EXERCISE — Restate the entries below exactly. Images are not part of the copy.

===== RECORD EXCERPTS =====

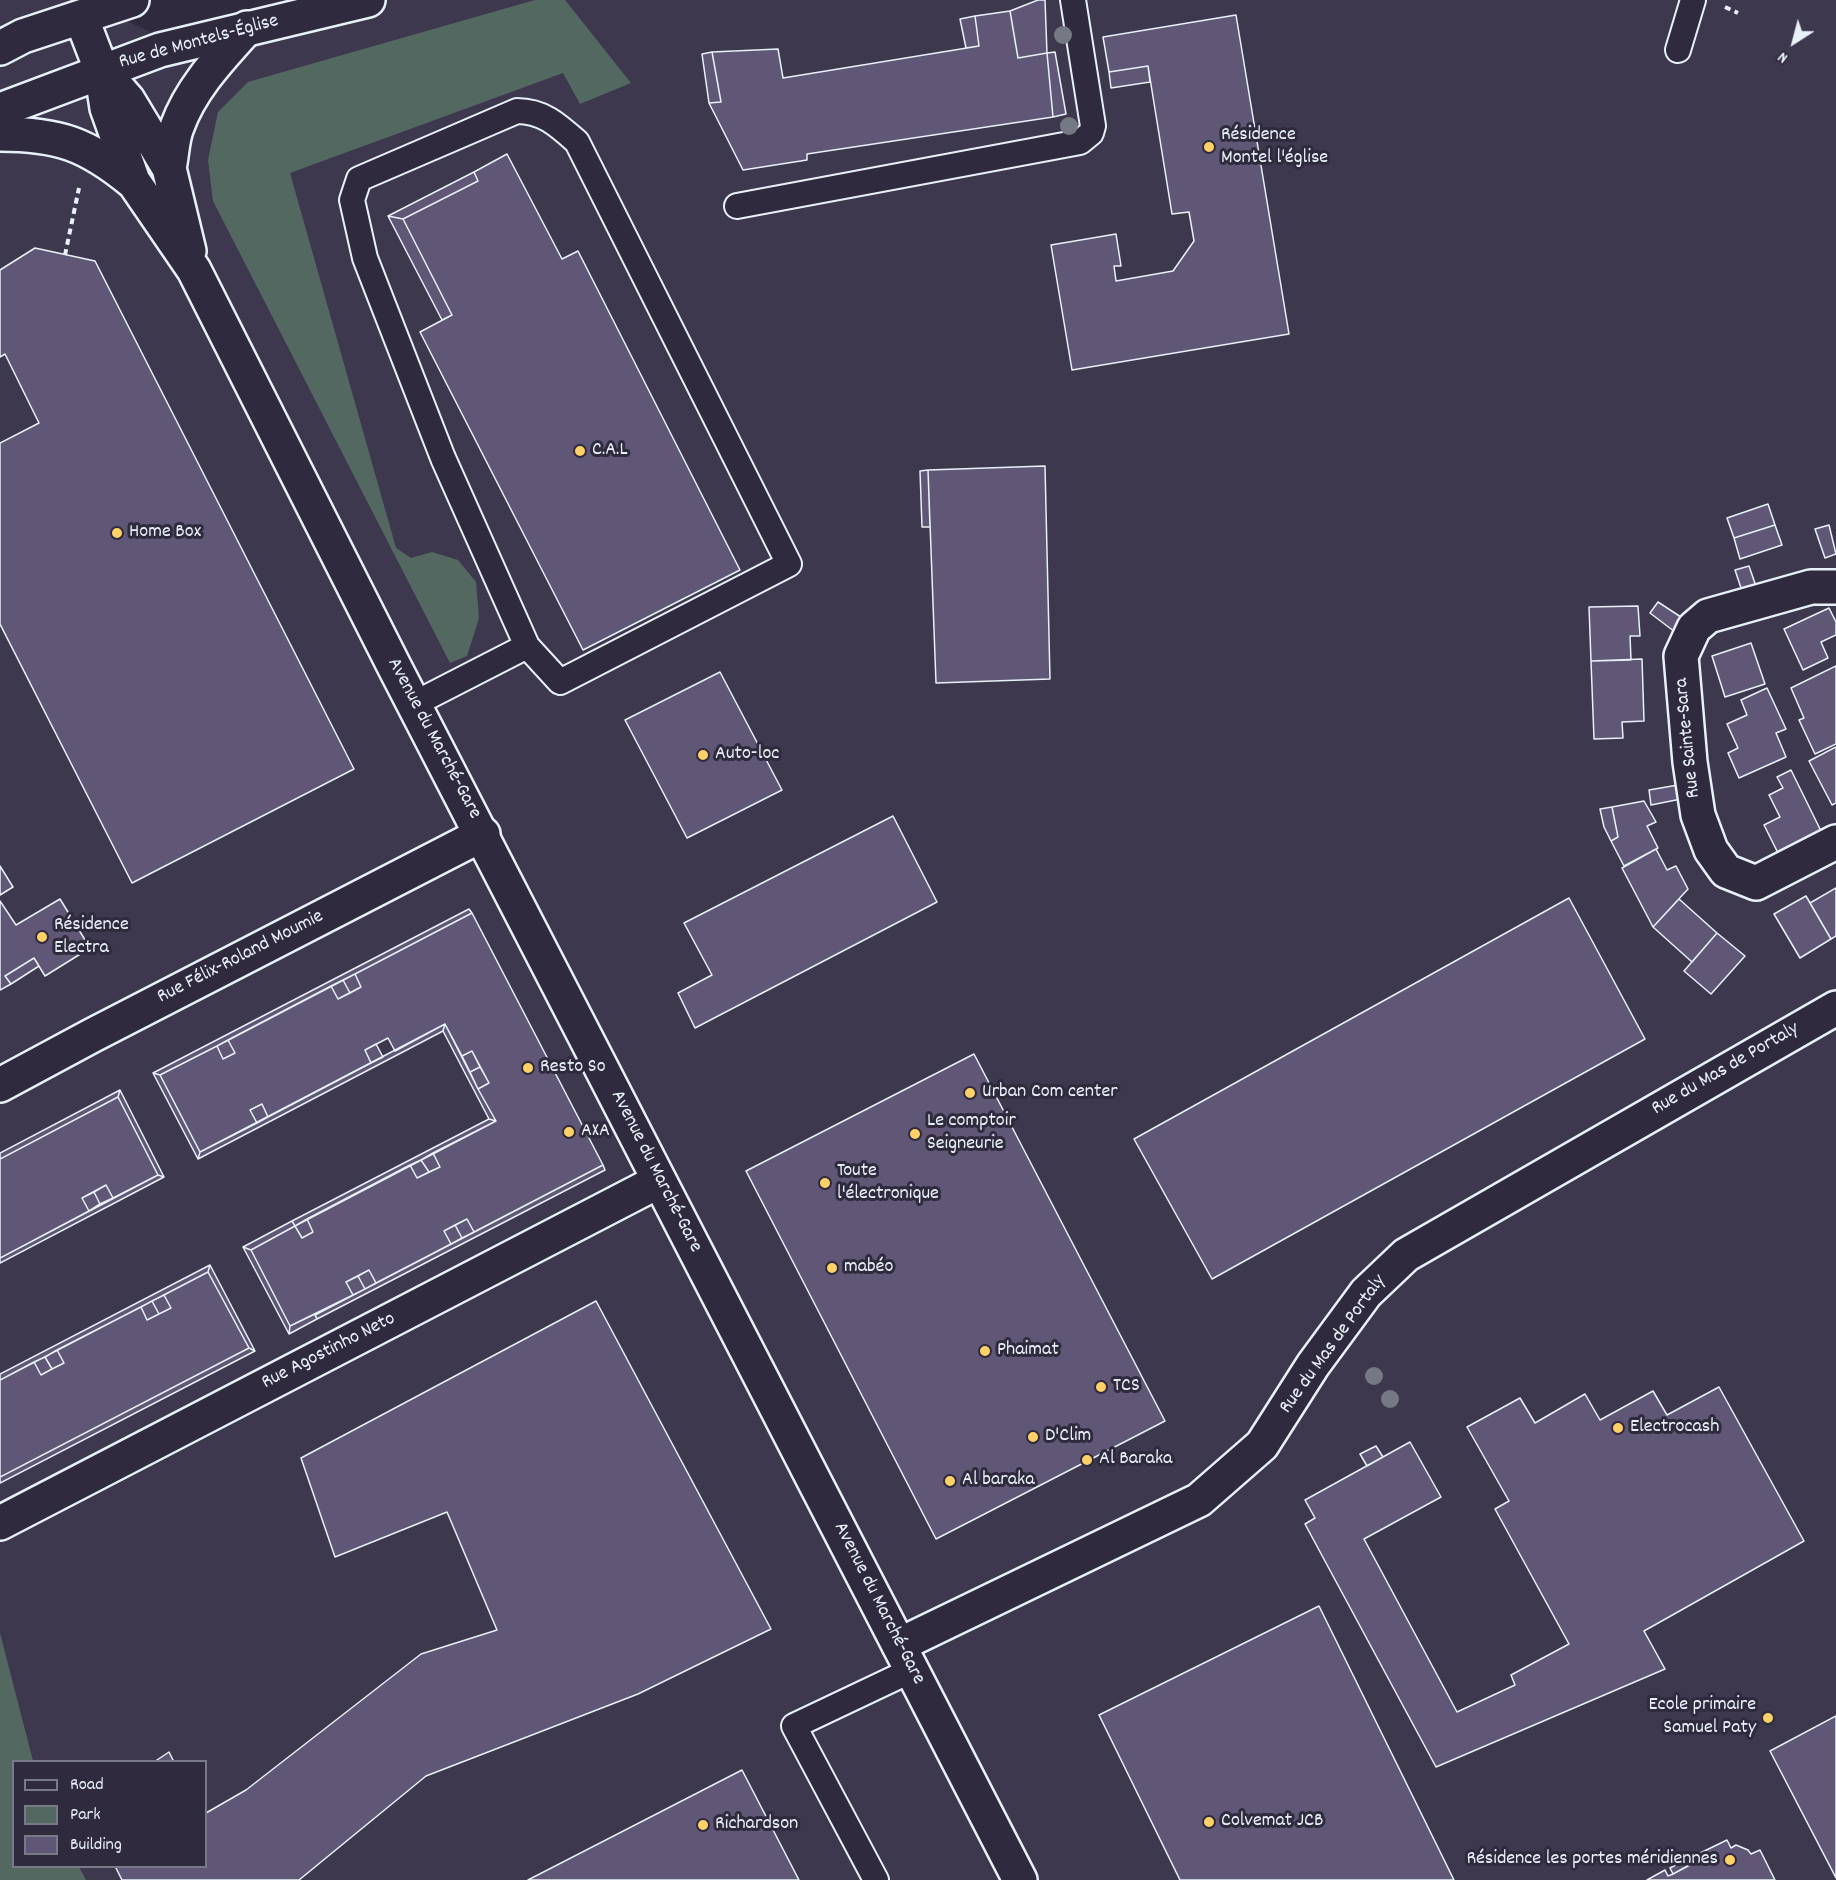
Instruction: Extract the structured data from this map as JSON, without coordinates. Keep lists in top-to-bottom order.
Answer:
{
  "streets": {
    "street": [
      "Rue de Montels-Église",
      "Rue Sainte-Sara",
      "Avenue du Marché-Gare",
      "Rue Félix-Roland Moumie",
      "Rue du Mas de Portaly",
      "Rue Agostinho Neto"
    ]
  },
  "crossings": [
    ["Rue de Montels-Église", "Avenue du Marché-Gare"],
    ["Avenue du Marché-Gare", "Rue Félix-Roland Moumie"],
    ["Avenue du Marché-Gare", "Rue du Mas de Portaly"],
    ["Avenue du Marché-Gare", "Rue Agostinho Neto"]
  ],
  "places": [
    "Résidence Montel l'église",
    "C.A.L",
    "Home Box",
    "Auto-loc",
    "Résidence Electra",
    "Resto So",
    "Urban Com center",
    "AXA",
    "Le comptoir Seigneurie",
    "Toute l'électronique",
    "mabéo",
    "Phaimat",
    "TCS",
    "Electrocash",
    "D'Clim",
    "Al Baraka",
    "Al baraka",
    "Ecole primaire Samuel Paty",
    "Colvemat JCB",
    "Richardson",
    "Résidence les portes méridiennes"
  ],
  "legend": ["Road", "Park", "Building"],
  "north": "bottom left"
}
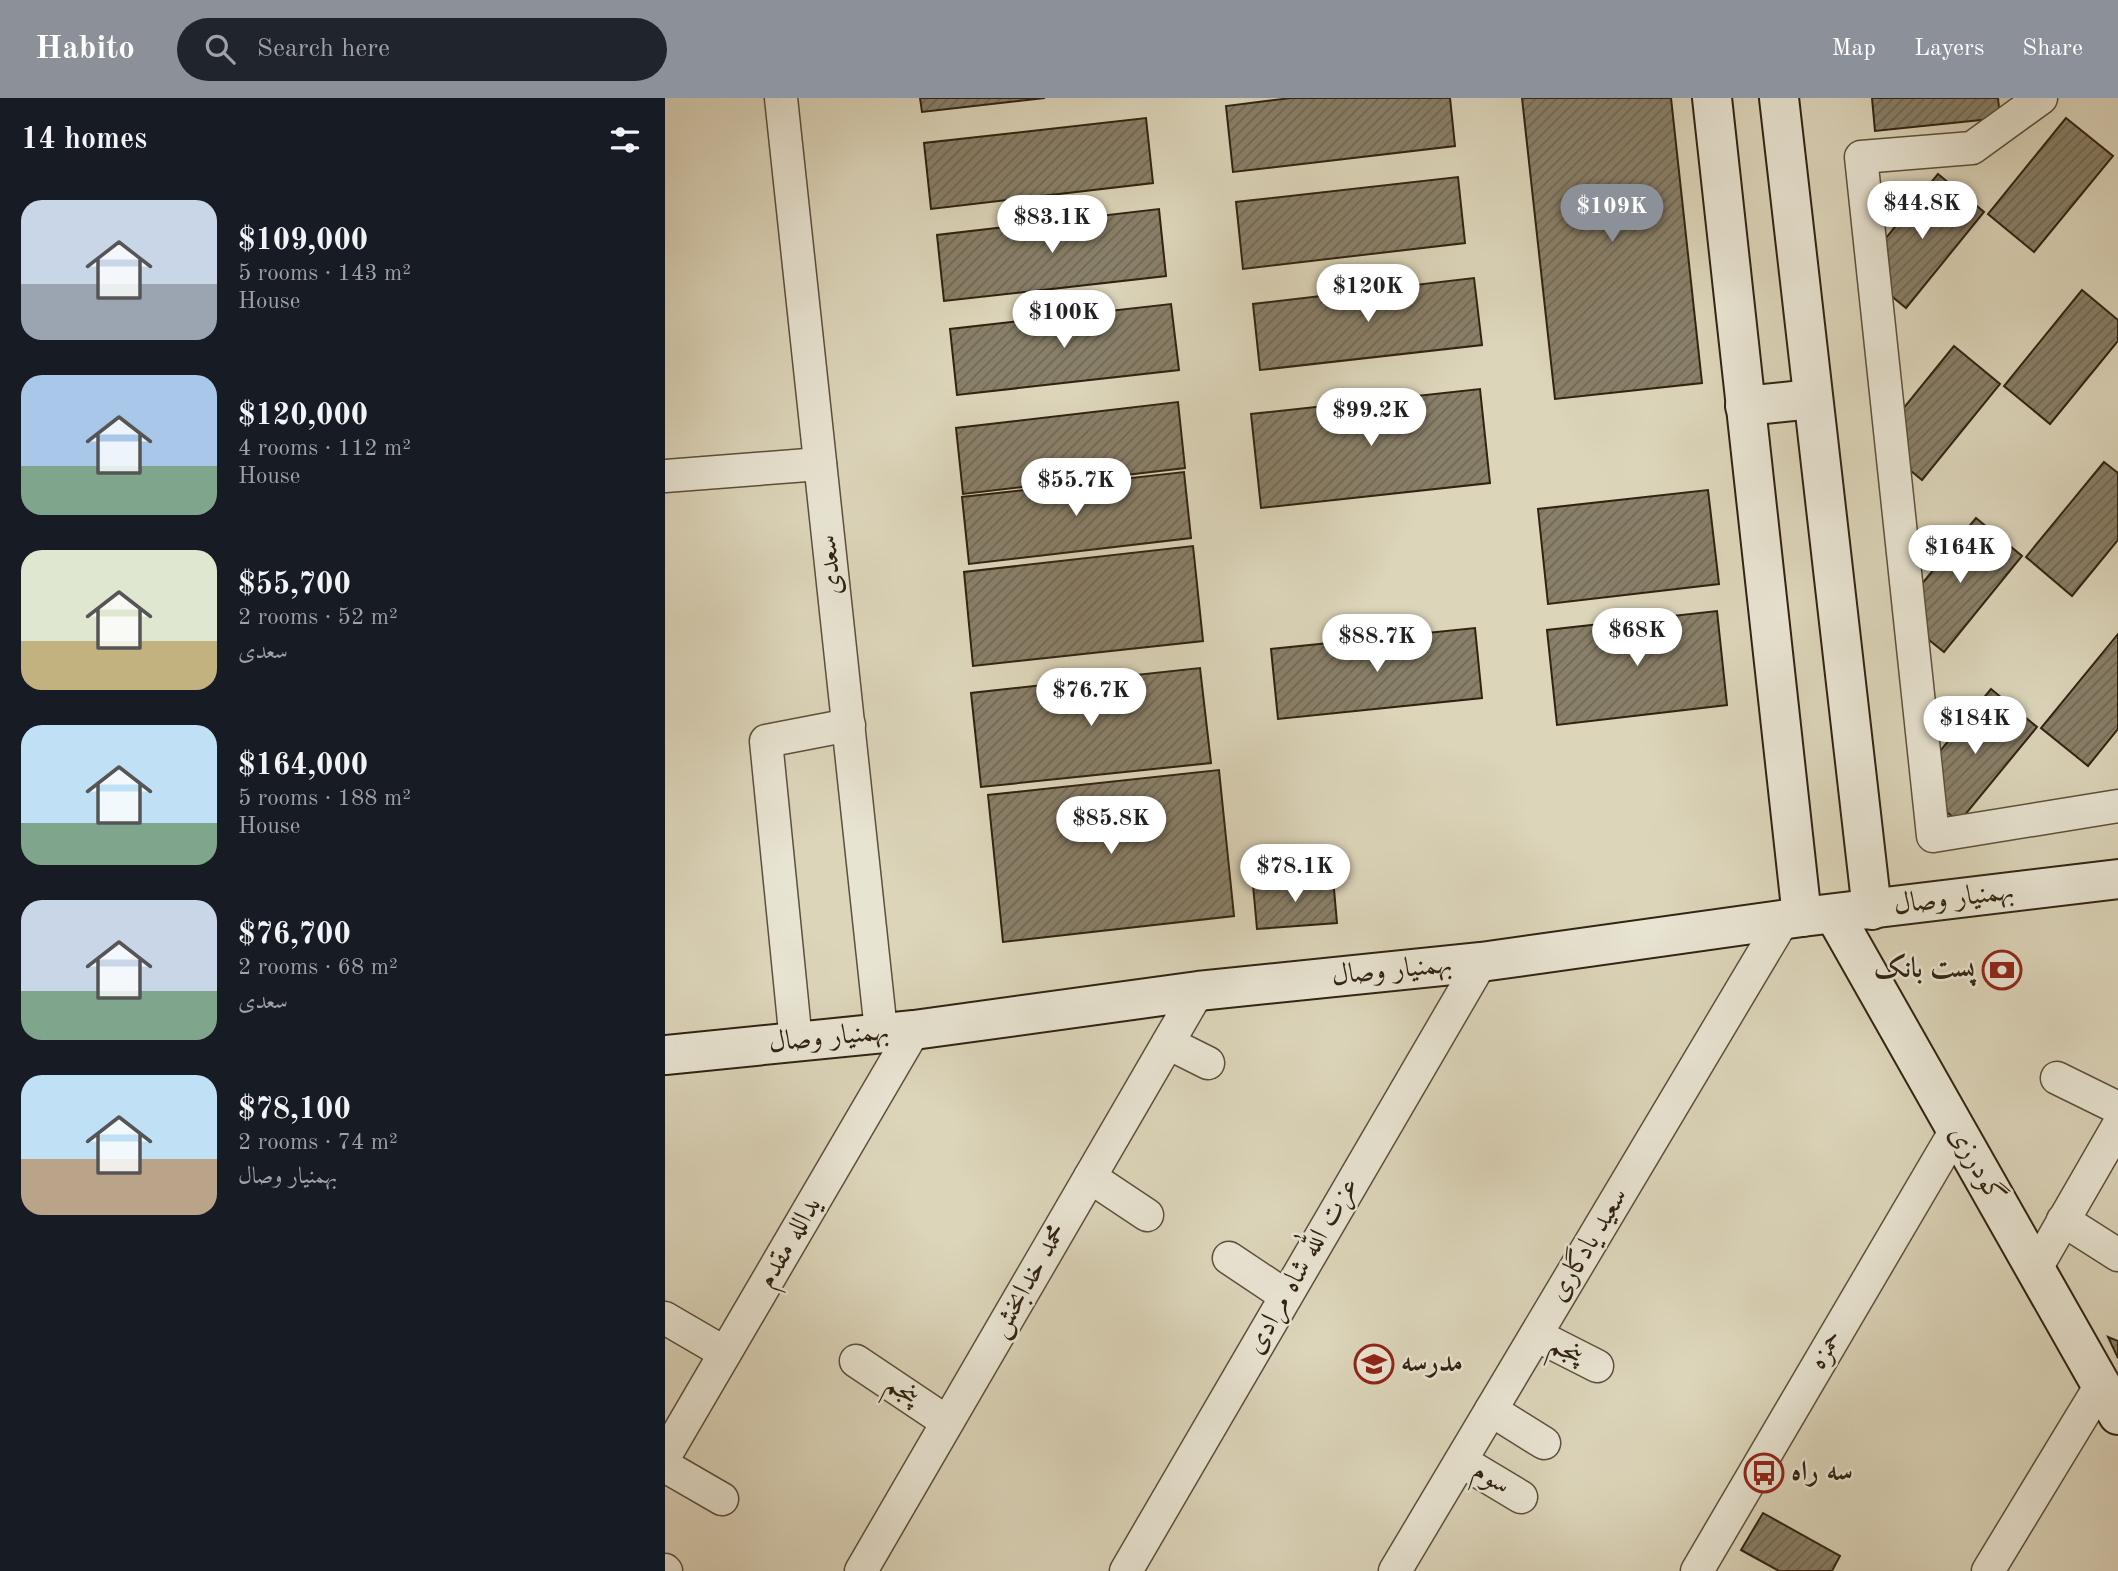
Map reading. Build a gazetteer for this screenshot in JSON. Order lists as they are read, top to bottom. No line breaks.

=====

RESULT OF THE EXERCISE —
Instruction: Extract the structured data from this map as JSON, without coordinates. Keep lists in top-to-bottom order.
Answer:
{
  "streets": {
    "street": [
      "Rue de Montels-Église",
      "Rue Sainte-Sara",
      "Avenue du Marché-Gare",
      "Rue Félix-Roland Moumie",
      "Rue du Mas de Portaly",
      "Rue Agostinho Neto"
    ]
  },
  "crossings": [
    ["Rue de Montels-Église", "Avenue du Marché-Gare"],
    ["Avenue du Marché-Gare", "Rue Félix-Roland Moumie"],
    ["Avenue du Marché-Gare", "Rue du Mas de Portaly"],
    ["Avenue du Marché-Gare", "Rue Agostinho Neto"]
  ],
  "places": [
    "Résidence Montel l'église",
    "C.A.L",
    "Home Box",
    "Auto-loc",
    "Résidence Electra",
    "Resto So",
    "Urban Com center",
    "AXA",
    "Le comptoir Seigneurie",
    "Toute l'électronique",
    "mabéo",
    "Phaimat",
    "TCS",
    "Electrocash",
    "D'Clim",
    "Al Baraka",
    "Al baraka",
    "Ecole primaire Samuel Paty",
    "Colvemat JCB",
    "Richardson",
    "Résidence les portes méridiennes"
  ],
  "legend": ["Road", "Park", "Building"],
  "north": "bottom left"
}
Map reading. Build a gazetteer for this screenshot in JSON. Order lists as they are read, top to bottom. No line breaks.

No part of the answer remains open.